• EXTRACTED RECORDS:

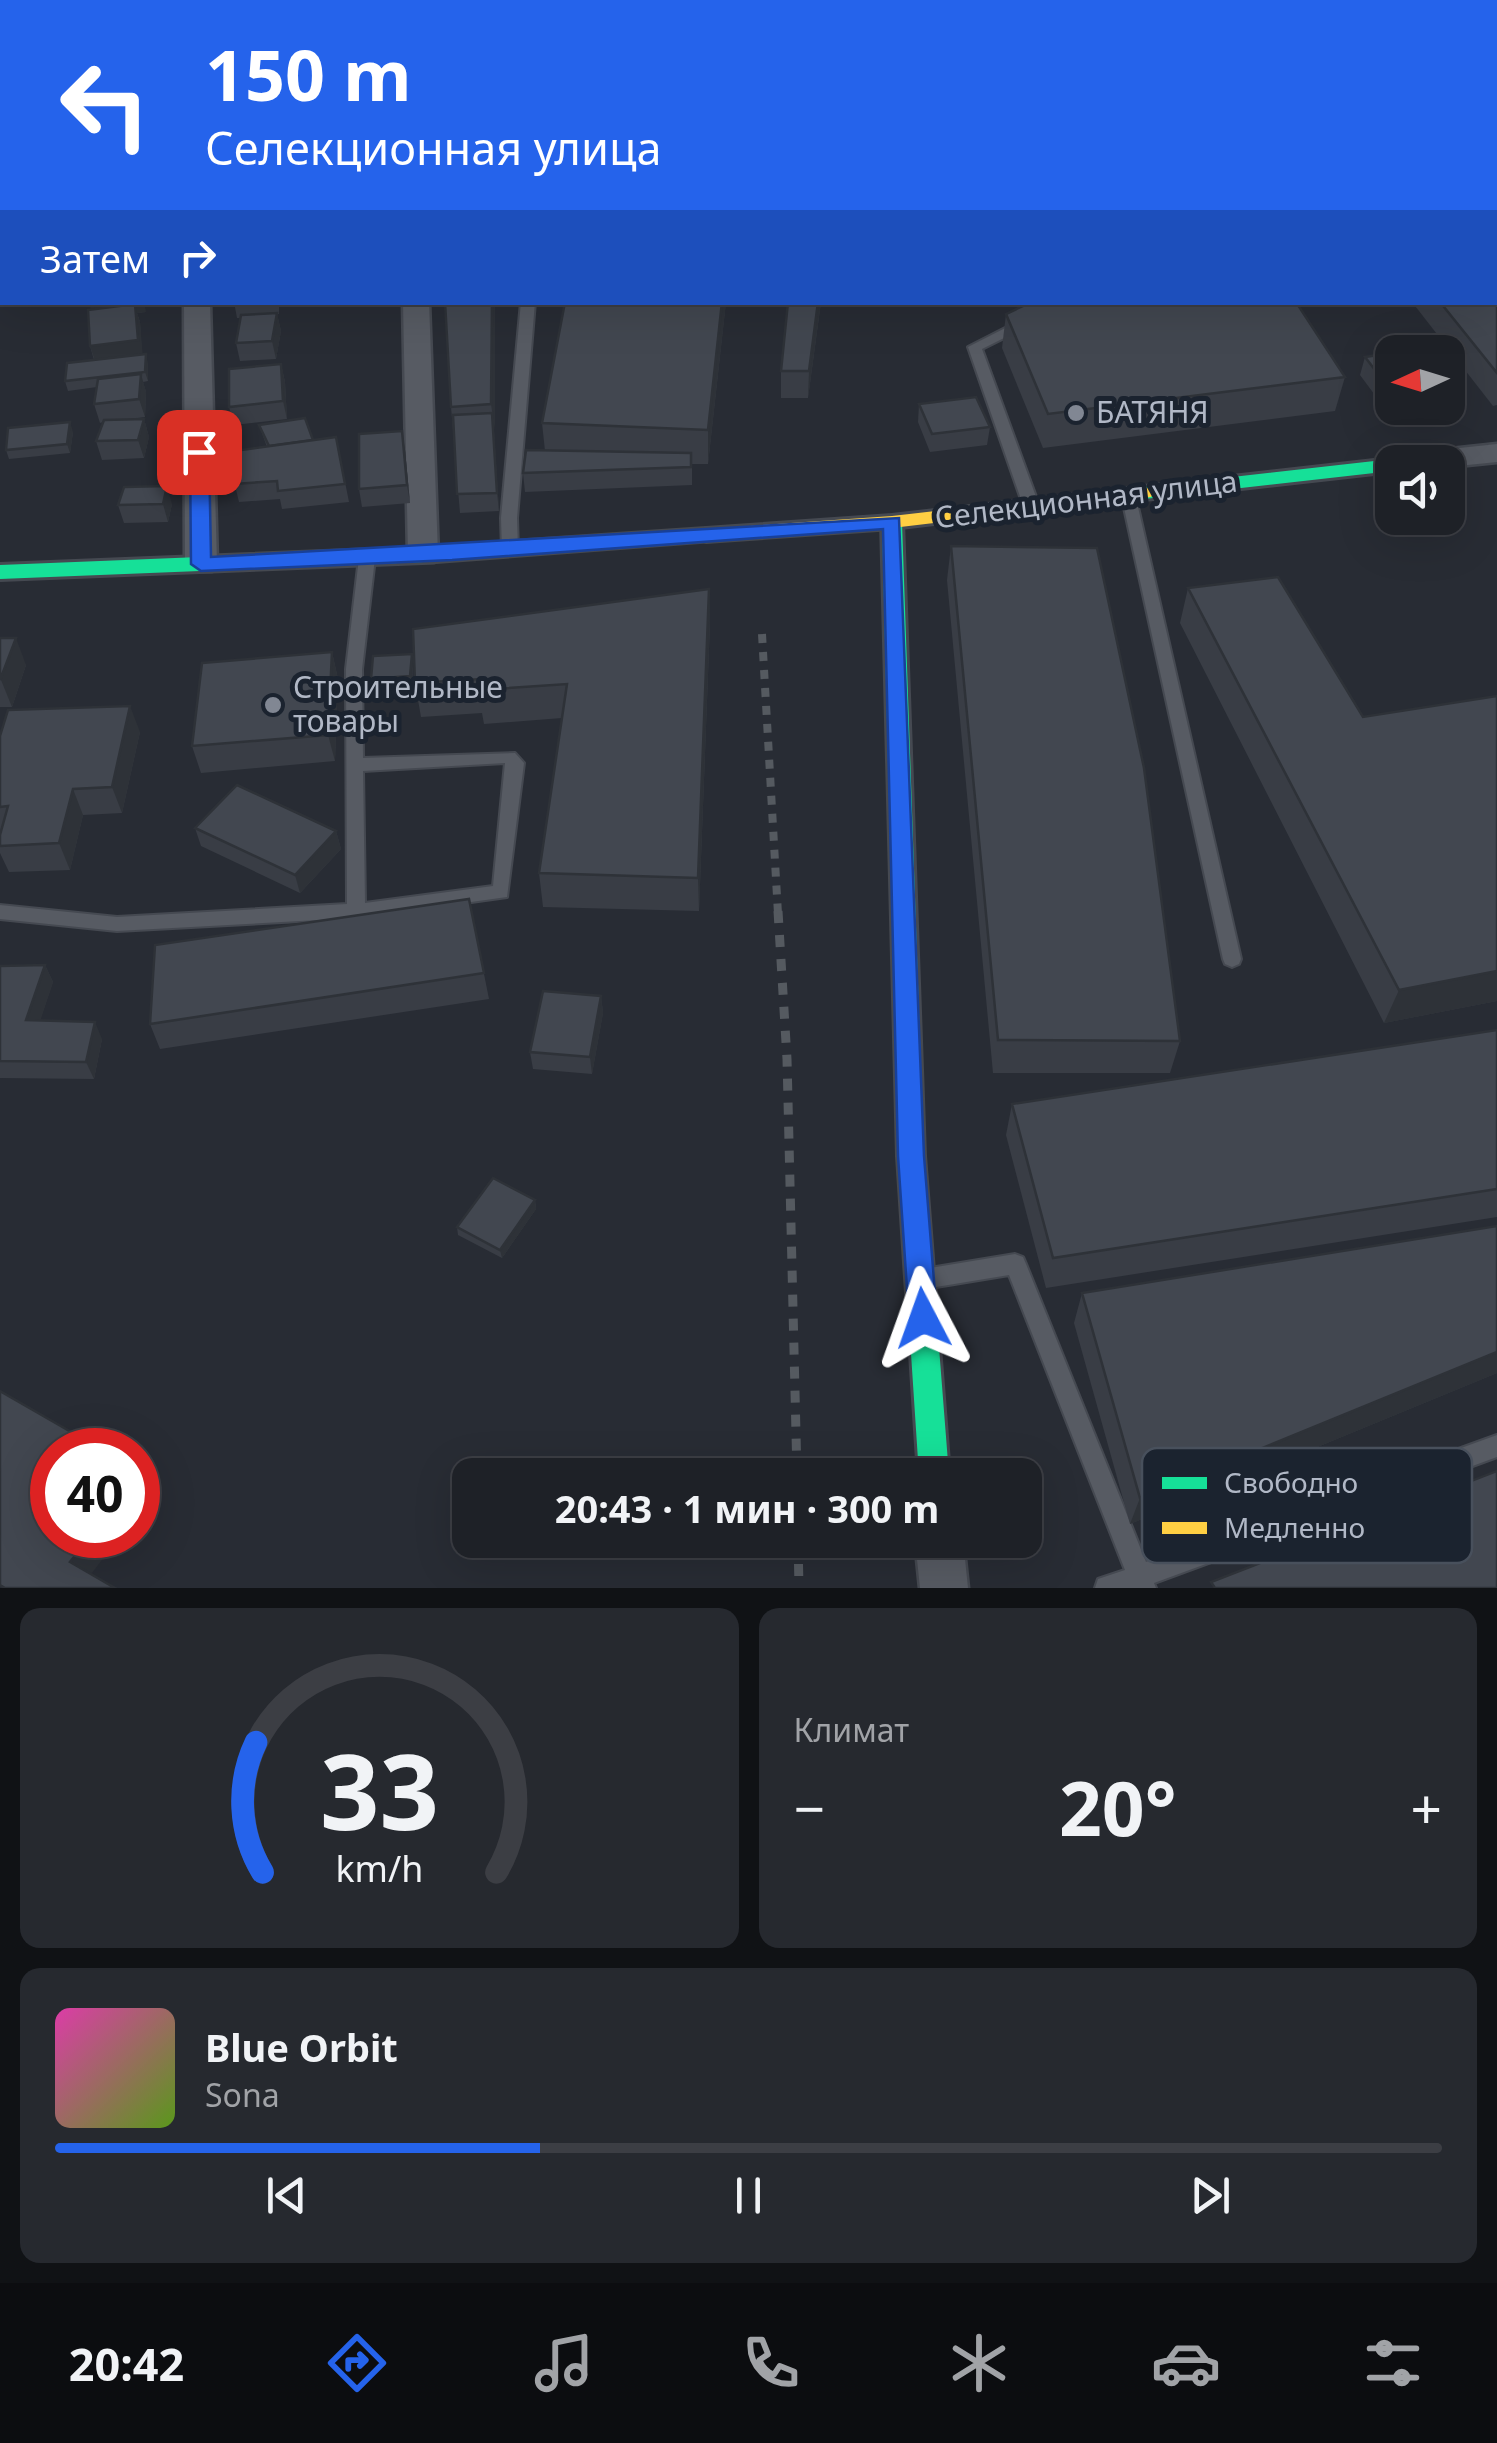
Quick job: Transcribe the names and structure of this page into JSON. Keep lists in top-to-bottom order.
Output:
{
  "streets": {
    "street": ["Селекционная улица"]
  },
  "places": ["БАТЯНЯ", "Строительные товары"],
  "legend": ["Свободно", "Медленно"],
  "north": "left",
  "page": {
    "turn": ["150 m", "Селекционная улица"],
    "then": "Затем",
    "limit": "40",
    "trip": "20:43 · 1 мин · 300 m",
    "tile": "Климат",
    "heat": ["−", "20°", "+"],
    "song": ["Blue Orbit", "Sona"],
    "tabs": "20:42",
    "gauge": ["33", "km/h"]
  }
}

* * *

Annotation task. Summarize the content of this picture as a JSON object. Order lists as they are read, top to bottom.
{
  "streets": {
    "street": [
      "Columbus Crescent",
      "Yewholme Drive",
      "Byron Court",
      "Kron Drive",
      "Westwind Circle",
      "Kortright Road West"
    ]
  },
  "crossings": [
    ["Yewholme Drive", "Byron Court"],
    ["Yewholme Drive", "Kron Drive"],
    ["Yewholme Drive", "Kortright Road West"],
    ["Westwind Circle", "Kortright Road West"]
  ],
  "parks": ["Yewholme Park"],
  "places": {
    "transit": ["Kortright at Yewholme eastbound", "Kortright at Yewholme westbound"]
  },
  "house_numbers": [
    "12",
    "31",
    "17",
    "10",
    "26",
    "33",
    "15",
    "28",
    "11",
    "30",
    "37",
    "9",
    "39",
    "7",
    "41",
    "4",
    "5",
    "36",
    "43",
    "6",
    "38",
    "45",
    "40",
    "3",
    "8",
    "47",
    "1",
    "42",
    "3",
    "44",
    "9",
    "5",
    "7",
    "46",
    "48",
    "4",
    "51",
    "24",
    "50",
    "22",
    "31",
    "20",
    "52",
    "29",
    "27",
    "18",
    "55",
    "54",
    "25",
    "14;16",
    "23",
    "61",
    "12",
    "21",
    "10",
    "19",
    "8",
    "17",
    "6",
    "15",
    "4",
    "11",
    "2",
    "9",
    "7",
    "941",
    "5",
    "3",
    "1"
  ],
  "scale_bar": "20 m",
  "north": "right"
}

---

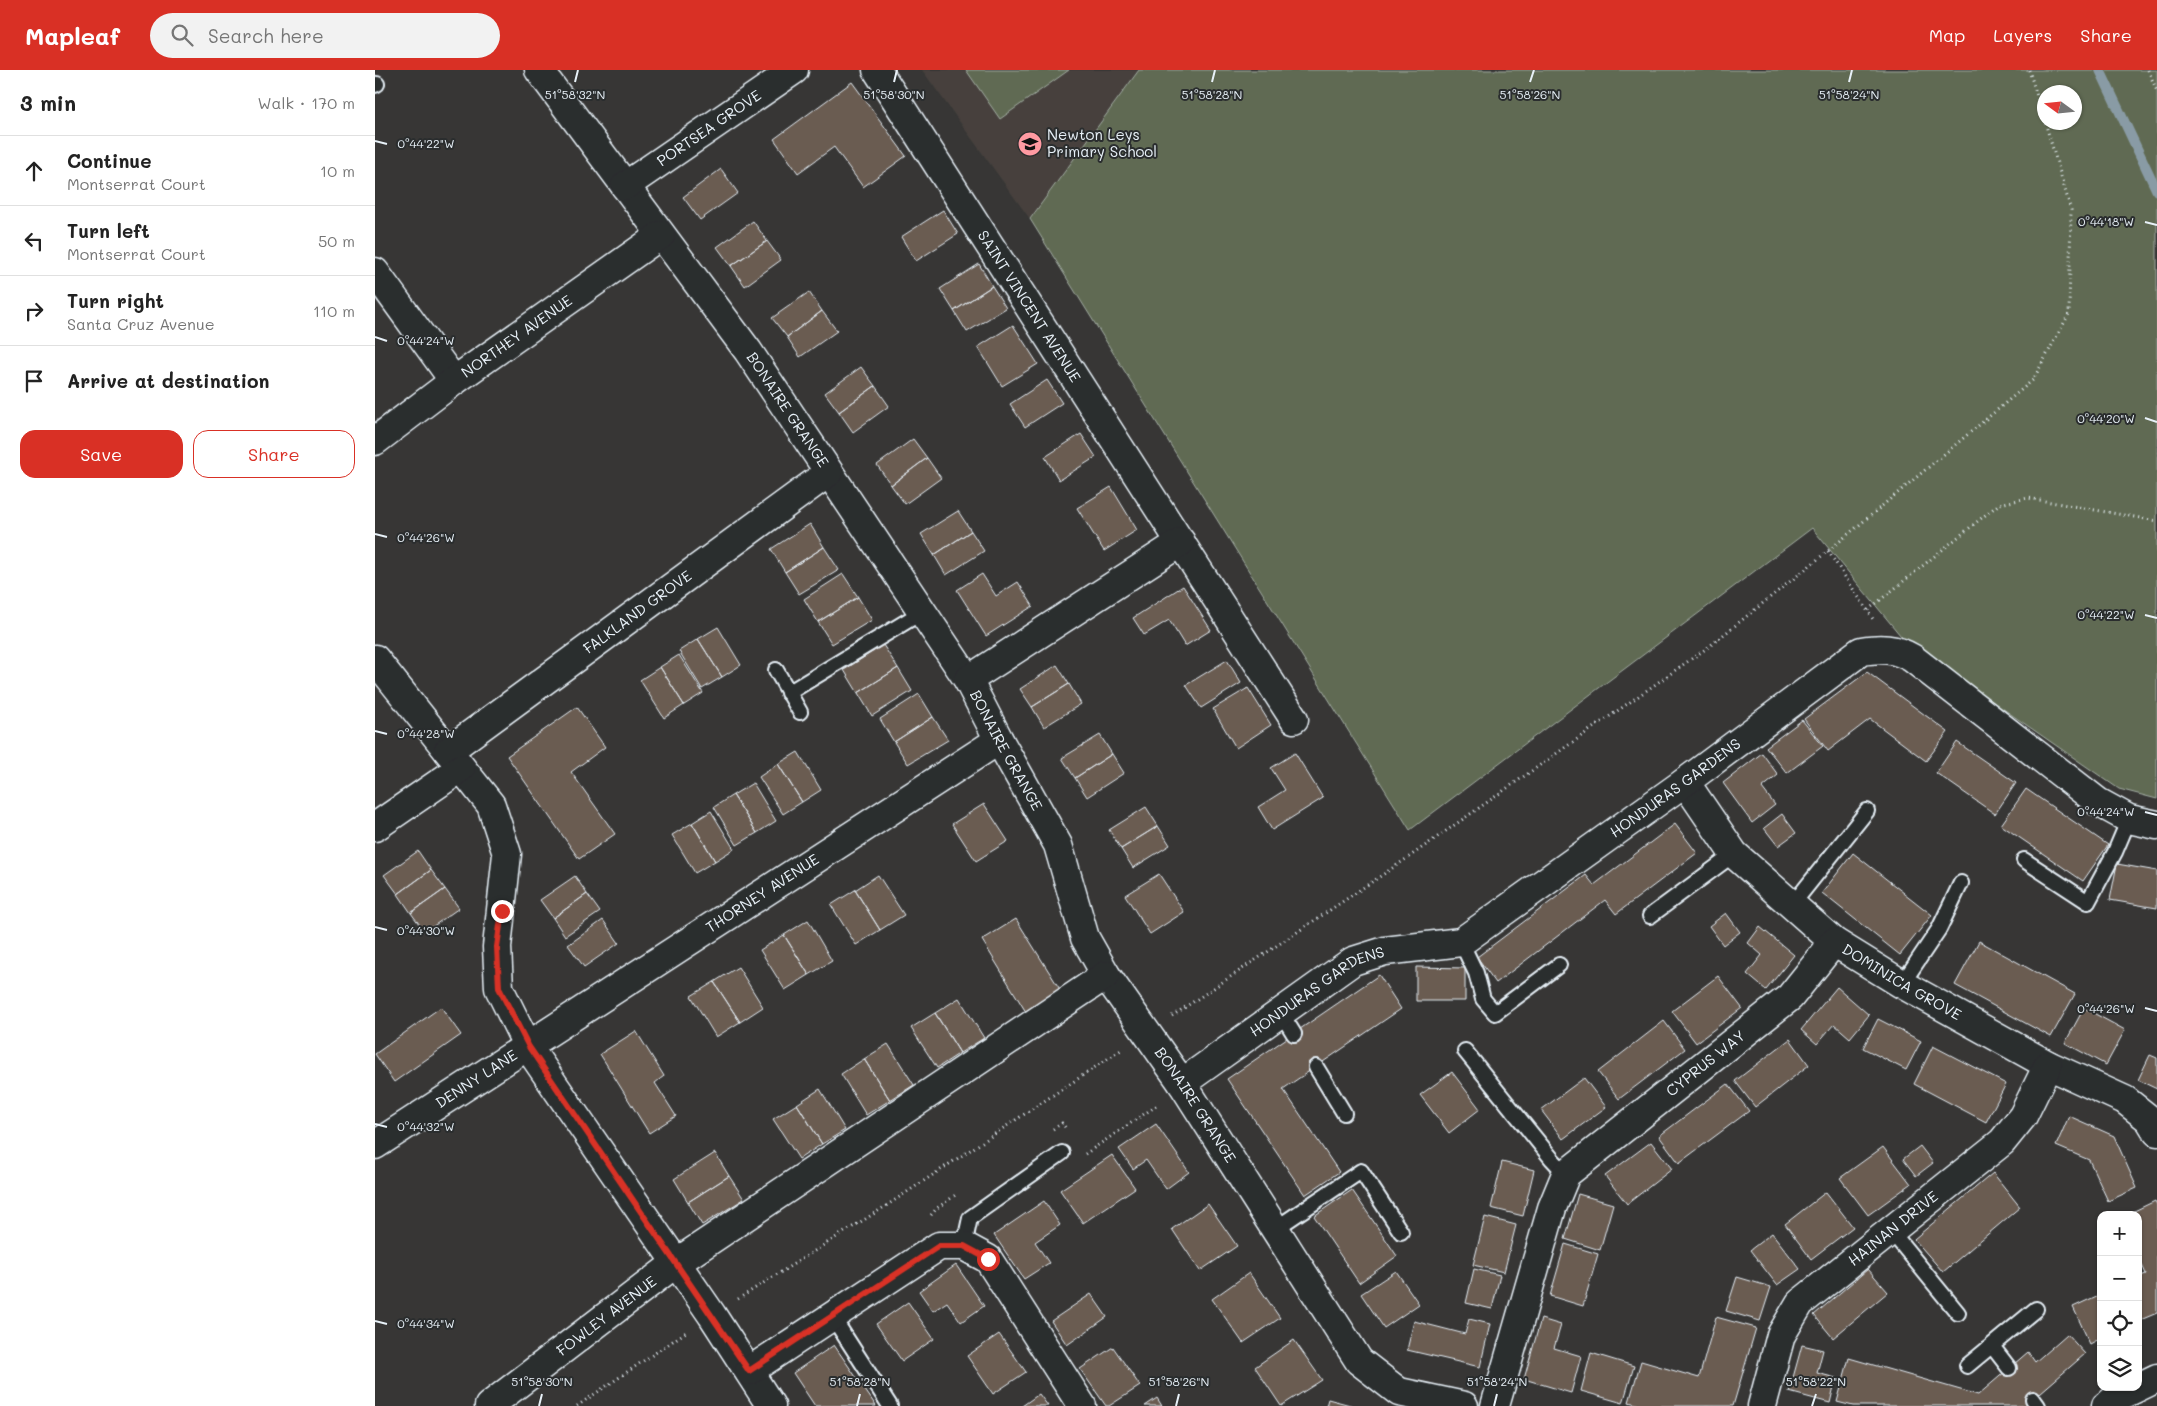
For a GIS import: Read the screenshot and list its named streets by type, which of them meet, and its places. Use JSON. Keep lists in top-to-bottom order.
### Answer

• EXERCISE PROMPT:
Copy out all lines above holding "Keep".

• OUTPUT OF THE EXERCISE:
Quick job: Transcribe the names and structure of this page into JSON. Keep lists in top-to-bottom order.
For a GIS import: Read the screenshot and list its named streets by type, which of them meet, and its places. Use JSON. Keep lists in top-to-bottom order.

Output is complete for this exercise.